> [TRY IT]:
What follows is a set of records; give them all back exactly.
[[ DATA SUPPLIED open ]]
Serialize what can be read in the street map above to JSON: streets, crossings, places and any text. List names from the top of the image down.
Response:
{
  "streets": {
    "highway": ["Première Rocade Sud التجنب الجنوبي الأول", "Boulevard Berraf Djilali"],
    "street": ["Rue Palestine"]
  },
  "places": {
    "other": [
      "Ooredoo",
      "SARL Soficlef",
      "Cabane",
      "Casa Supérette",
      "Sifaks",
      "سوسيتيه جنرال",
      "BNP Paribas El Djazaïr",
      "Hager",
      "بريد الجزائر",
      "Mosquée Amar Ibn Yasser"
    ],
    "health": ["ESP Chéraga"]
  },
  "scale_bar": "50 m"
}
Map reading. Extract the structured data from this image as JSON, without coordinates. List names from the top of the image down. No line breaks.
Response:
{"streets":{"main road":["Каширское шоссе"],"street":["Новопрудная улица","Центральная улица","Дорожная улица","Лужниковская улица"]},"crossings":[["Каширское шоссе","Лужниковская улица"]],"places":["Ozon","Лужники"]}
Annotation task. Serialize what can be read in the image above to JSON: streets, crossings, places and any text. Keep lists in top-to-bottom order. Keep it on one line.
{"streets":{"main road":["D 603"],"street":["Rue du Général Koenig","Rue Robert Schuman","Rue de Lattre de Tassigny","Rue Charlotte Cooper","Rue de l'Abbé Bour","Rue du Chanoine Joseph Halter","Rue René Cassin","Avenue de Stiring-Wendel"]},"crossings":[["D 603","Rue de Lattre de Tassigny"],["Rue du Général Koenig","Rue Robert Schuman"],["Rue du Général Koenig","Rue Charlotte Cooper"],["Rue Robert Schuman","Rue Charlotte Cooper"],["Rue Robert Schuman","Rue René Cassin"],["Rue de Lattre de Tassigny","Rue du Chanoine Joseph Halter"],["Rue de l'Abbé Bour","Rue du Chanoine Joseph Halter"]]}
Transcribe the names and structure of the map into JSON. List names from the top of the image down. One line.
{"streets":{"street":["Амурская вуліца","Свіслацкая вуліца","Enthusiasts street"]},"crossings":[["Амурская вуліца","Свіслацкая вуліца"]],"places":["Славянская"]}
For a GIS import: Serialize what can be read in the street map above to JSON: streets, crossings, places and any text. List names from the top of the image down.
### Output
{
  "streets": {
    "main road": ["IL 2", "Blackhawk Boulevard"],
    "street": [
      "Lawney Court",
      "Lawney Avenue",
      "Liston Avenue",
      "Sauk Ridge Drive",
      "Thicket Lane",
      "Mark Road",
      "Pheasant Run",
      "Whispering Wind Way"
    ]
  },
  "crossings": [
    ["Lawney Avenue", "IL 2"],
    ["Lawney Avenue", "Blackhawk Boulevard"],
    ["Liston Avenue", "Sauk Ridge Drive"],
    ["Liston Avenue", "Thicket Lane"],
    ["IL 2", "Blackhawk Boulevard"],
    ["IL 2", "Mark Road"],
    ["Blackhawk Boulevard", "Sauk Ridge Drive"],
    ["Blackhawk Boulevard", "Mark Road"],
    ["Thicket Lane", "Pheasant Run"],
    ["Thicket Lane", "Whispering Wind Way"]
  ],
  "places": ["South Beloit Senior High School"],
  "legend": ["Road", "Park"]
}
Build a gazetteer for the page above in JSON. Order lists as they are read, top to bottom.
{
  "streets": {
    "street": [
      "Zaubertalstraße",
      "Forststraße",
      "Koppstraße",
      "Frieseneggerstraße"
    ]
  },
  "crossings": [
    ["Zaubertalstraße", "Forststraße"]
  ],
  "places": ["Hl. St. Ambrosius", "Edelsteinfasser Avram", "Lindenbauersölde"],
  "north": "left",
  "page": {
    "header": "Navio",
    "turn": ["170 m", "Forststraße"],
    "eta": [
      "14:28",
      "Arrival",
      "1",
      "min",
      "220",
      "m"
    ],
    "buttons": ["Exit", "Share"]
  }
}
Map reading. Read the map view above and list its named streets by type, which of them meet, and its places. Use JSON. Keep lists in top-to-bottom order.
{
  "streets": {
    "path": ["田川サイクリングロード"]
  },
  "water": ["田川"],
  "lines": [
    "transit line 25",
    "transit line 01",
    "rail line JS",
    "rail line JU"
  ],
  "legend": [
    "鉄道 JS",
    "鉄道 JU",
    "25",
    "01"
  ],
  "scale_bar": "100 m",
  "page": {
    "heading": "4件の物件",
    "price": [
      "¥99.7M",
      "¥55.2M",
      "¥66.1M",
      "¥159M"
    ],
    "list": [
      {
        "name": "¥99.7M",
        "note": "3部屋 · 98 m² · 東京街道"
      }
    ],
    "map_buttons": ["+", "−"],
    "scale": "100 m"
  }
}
[[ DATA SUPPLIED closed ]]
> [WRITTEN SOLUTION]:
Serialize what can be read in the street map above to JSON: streets, crossings, places and any text. List names from the top of the image down.
Response:
{
  "streets": {
    "highway": ["Première Rocade Sud التجنب الجنوبي الأول", "Boulevard Berraf Djilali"],
    "street": ["Rue Palestine"]
  },
  "places": {
    "other": [
      "Ooredoo",
      "SARL Soficlef",
      "Cabane",
      "Casa Supérette",
      "Sifaks",
      "سوسيتيه جنرال",
      "BNP Paribas El Djazaïr",
      "Hager",
      "بريد الجزائر",
      "Mosquée Amar Ibn Yasser"
    ],
    "health": ["ESP Chéraga"]
  },
  "scale_bar": "50 m"
}
Map reading. Extract the structured data from this image as JSON, without coordinates. List names from the top of the image down. No line breaks.
Response:
{"streets":{"main road":["Каширское шоссе"],"street":["Новопрудная улица","Центральная улица","Дорожная улица","Лужниковская улица"]},"crossings":[["Каширское шоссе","Лужниковская улица"]],"places":["Ozon","Лужники"]}
Annotation task. Serialize what can be read in the image above to JSON: streets, crossings, places and any text. Keep lists in top-to-bottom order. Keep it on one line.
{"streets":{"main road":["D 603"],"street":["Rue du Général Koenig","Rue Robert Schuman","Rue de Lattre de Tassigny","Rue Charlotte Cooper","Rue de l'Abbé Bour","Rue du Chanoine Joseph Halter","Rue René Cassin","Avenue de Stiring-Wendel"]},"crossings":[["D 603","Rue de Lattre de Tassigny"],["Rue du Général Koenig","Rue Robert Schuman"],["Rue du Général Koenig","Rue Charlotte Cooper"],["Rue Robert Schuman","Rue Charlotte Cooper"],["Rue Robert Schuman","Rue René Cassin"],["Rue de Lattre de Tassigny","Rue du Chanoine Joseph Halter"],["Rue de l'Abbé Bour","Rue du Chanoine Joseph Halter"]]}
Transcribe the names and structure of the map into JSON. List names from the top of the image down. One line.
{"streets":{"street":["Амурская вуліца","Свіслацкая вуліца","Enthusiasts street"]},"crossings":[["Амурская вуліца","Свіслацкая вуліца"]],"places":["Славянская"]}
For a GIS import: Serialize what can be read in the street map above to JSON: streets, crossings, places and any text. List names from the top of the image down.
### Output
{
  "streets": {
    "main road": ["IL 2", "Blackhawk Boulevard"],
    "street": [
      "Lawney Court",
      "Lawney Avenue",
      "Liston Avenue",
      "Sauk Ridge Drive",
      "Thicket Lane",
      "Mark Road",
      "Pheasant Run",
      "Whispering Wind Way"
    ]
  },
  "crossings": [
    ["Lawney Avenue", "IL 2"],
    ["Lawney Avenue", "Blackhawk Boulevard"],
    ["Liston Avenue", "Sauk Ridge Drive"],
    ["Liston Avenue", "Thicket Lane"],
    ["IL 2", "Blackhawk Boulevard"],
    ["IL 2", "Mark Road"],
    ["Blackhawk Boulevard", "Sauk Ridge Drive"],
    ["Blackhawk Boulevard", "Mark Road"],
    ["Thicket Lane", "Pheasant Run"],
    ["Thicket Lane", "Whispering Wind Way"]
  ],
  "places": ["South Beloit Senior High School"],
  "legend": ["Road", "Park"]
}
Build a gazetteer for the page above in JSON. Order lists as they are read, top to bottom.
{
  "streets": {
    "street": [
      "Zaubertalstraße",
      "Forststraße",
      "Koppstraße",
      "Frieseneggerstraße"
    ]
  },
  "crossings": [
    ["Zaubertalstraße", "Forststraße"]
  ],
  "places": ["Hl. St. Ambrosius", "Edelsteinfasser Avram", "Lindenbauersölde"],
  "north": "left",
  "page": {
    "header": "Navio",
    "turn": ["170 m", "Forststraße"],
    "eta": [
      "14:28",
      "Arrival",
      "1",
      "min",
      "220",
      "m"
    ],
    "buttons": ["Exit", "Share"]
  }
}
Map reading. Read the map view above and list its named streets by type, which of them meet, and its places. Use JSON. Keep lists in top-to-bottom order.
{
  "streets": {
    "path": ["田川サイクリングロード"]
  },
  "water": ["田川"],
  "lines": [
    "transit line 25",
    "transit line 01",
    "rail line JS",
    "rail line JU"
  ],
  "legend": [
    "鉄道 JS",
    "鉄道 JU",
    "25",
    "01"
  ],
  "scale_bar": "100 m",
  "page": {
    "heading": "4件の物件",
    "price": [
      "¥99.7M",
      "¥55.2M",
      "¥66.1M",
      "¥159M"
    ],
    "list": [
      {
        "name": "¥99.7M",
        "note": "3部屋 · 98 m² · 東京街道"
      }
    ],
    "map_buttons": ["+", "−"],
    "scale": "100 m"
  }
}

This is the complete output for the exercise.